| What is being asked |
Every line of the material below must be repeated exactly.

· · · · ·

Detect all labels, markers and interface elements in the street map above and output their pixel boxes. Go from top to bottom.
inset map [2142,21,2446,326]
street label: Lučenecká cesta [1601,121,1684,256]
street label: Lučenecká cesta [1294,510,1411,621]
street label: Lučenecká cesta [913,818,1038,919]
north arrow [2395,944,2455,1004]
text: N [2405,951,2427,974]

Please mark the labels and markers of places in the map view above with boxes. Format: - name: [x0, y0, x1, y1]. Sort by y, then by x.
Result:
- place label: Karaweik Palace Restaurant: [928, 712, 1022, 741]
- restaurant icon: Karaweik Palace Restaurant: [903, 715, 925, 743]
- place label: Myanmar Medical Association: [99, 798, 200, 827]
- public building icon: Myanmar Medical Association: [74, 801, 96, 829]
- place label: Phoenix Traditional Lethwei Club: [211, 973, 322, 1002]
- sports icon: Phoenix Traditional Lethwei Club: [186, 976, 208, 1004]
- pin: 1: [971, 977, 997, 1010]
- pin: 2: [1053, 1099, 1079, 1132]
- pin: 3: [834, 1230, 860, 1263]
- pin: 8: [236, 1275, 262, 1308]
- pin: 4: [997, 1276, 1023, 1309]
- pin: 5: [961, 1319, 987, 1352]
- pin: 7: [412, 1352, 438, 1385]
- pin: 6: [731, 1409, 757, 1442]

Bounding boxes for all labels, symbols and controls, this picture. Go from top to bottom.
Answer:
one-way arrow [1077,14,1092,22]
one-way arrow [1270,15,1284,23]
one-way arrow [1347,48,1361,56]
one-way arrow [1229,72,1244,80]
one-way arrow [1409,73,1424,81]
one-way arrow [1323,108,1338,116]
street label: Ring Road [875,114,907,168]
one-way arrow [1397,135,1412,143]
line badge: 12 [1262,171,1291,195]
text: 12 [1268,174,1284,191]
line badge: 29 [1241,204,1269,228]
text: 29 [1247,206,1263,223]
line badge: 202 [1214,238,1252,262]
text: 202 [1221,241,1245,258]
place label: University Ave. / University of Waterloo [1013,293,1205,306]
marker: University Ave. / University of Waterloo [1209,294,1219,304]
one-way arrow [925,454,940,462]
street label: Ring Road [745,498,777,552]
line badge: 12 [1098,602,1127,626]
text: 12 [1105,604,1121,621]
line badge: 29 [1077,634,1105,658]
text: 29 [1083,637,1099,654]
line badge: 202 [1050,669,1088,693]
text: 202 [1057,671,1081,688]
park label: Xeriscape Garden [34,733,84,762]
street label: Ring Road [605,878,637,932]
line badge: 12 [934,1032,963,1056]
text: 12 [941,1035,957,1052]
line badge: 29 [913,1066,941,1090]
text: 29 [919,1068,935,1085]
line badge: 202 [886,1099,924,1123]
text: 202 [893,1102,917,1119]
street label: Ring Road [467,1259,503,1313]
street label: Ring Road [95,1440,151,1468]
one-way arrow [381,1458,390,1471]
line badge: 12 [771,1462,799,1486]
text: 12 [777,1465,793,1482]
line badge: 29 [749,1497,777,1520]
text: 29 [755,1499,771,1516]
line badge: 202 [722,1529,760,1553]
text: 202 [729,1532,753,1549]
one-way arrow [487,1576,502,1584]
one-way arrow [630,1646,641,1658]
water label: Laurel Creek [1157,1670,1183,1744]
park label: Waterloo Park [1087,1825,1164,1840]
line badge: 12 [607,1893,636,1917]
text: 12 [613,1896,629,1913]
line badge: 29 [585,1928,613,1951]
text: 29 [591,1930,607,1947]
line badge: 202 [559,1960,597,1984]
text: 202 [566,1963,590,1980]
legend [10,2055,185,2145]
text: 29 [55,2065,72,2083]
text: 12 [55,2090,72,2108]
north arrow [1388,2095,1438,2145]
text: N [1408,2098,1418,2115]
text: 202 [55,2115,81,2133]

· · · · ·

| Written solution |
Detect all labels, markers and interface elements in the street map above and output their pixel boxes. Go from top to bottom.
inset map [2142,21,2446,326]
street label: Lučenecká cesta [1601,121,1684,256]
street label: Lučenecká cesta [1294,510,1411,621]
street label: Lučenecká cesta [913,818,1038,919]
north arrow [2395,944,2455,1004]
text: N [2405,951,2427,974]

Please mark the labels and markers of places in the map view above with boxes. Format: - name: [x0, y0, x1, y1]. Sort by y, then by x.
Result:
- place label: Karaweik Palace Restaurant: [928, 712, 1022, 741]
- restaurant icon: Karaweik Palace Restaurant: [903, 715, 925, 743]
- place label: Myanmar Medical Association: [99, 798, 200, 827]
- public building icon: Myanmar Medical Association: [74, 801, 96, 829]
- place label: Phoenix Traditional Lethwei Club: [211, 973, 322, 1002]
- sports icon: Phoenix Traditional Lethwei Club: [186, 976, 208, 1004]
- pin: 1: [971, 977, 997, 1010]
- pin: 2: [1053, 1099, 1079, 1132]
- pin: 3: [834, 1230, 860, 1263]
- pin: 8: [236, 1275, 262, 1308]
- pin: 4: [997, 1276, 1023, 1309]
- pin: 5: [961, 1319, 987, 1352]
- pin: 7: [412, 1352, 438, 1385]
- pin: 6: [731, 1409, 757, 1442]

Bounding boxes for all labels, symbols and controls, this picture. Go from top to bottom.
Answer:
one-way arrow [1077,14,1092,22]
one-way arrow [1270,15,1284,23]
one-way arrow [1347,48,1361,56]
one-way arrow [1229,72,1244,80]
one-way arrow [1409,73,1424,81]
one-way arrow [1323,108,1338,116]
street label: Ring Road [875,114,907,168]
one-way arrow [1397,135,1412,143]
line badge: 12 [1262,171,1291,195]
text: 12 [1268,174,1284,191]
line badge: 29 [1241,204,1269,228]
text: 29 [1247,206,1263,223]
line badge: 202 [1214,238,1252,262]
text: 202 [1221,241,1245,258]
place label: University Ave. / University of Waterloo [1013,293,1205,306]
marker: University Ave. / University of Waterloo [1209,294,1219,304]
one-way arrow [925,454,940,462]
street label: Ring Road [745,498,777,552]
line badge: 12 [1098,602,1127,626]
text: 12 [1105,604,1121,621]
line badge: 29 [1077,634,1105,658]
text: 29 [1083,637,1099,654]
line badge: 202 [1050,669,1088,693]
text: 202 [1057,671,1081,688]
park label: Xeriscape Garden [34,733,84,762]
street label: Ring Road [605,878,637,932]
line badge: 12 [934,1032,963,1056]
text: 12 [941,1035,957,1052]
line badge: 29 [913,1066,941,1090]
text: 29 [919,1068,935,1085]
line badge: 202 [886,1099,924,1123]
text: 202 [893,1102,917,1119]
street label: Ring Road [467,1259,503,1313]
street label: Ring Road [95,1440,151,1468]
one-way arrow [381,1458,390,1471]
line badge: 12 [771,1462,799,1486]
text: 12 [777,1465,793,1482]
line badge: 29 [749,1497,777,1520]
text: 29 [755,1499,771,1516]
line badge: 202 [722,1529,760,1553]
text: 202 [729,1532,753,1549]
one-way arrow [487,1576,502,1584]
one-way arrow [630,1646,641,1658]
water label: Laurel Creek [1157,1670,1183,1744]
park label: Waterloo Park [1087,1825,1164,1840]
line badge: 12 [607,1893,636,1917]
text: 12 [613,1896,629,1913]
line badge: 29 [585,1928,613,1951]
text: 29 [591,1930,607,1947]
line badge: 202 [559,1960,597,1984]
text: 202 [566,1963,590,1980]
legend [10,2055,185,2145]
text: 29 [55,2065,72,2083]
text: 12 [55,2090,72,2108]
north arrow [1388,2095,1438,2145]
text: N [1408,2098,1418,2115]
text: 202 [55,2115,81,2133]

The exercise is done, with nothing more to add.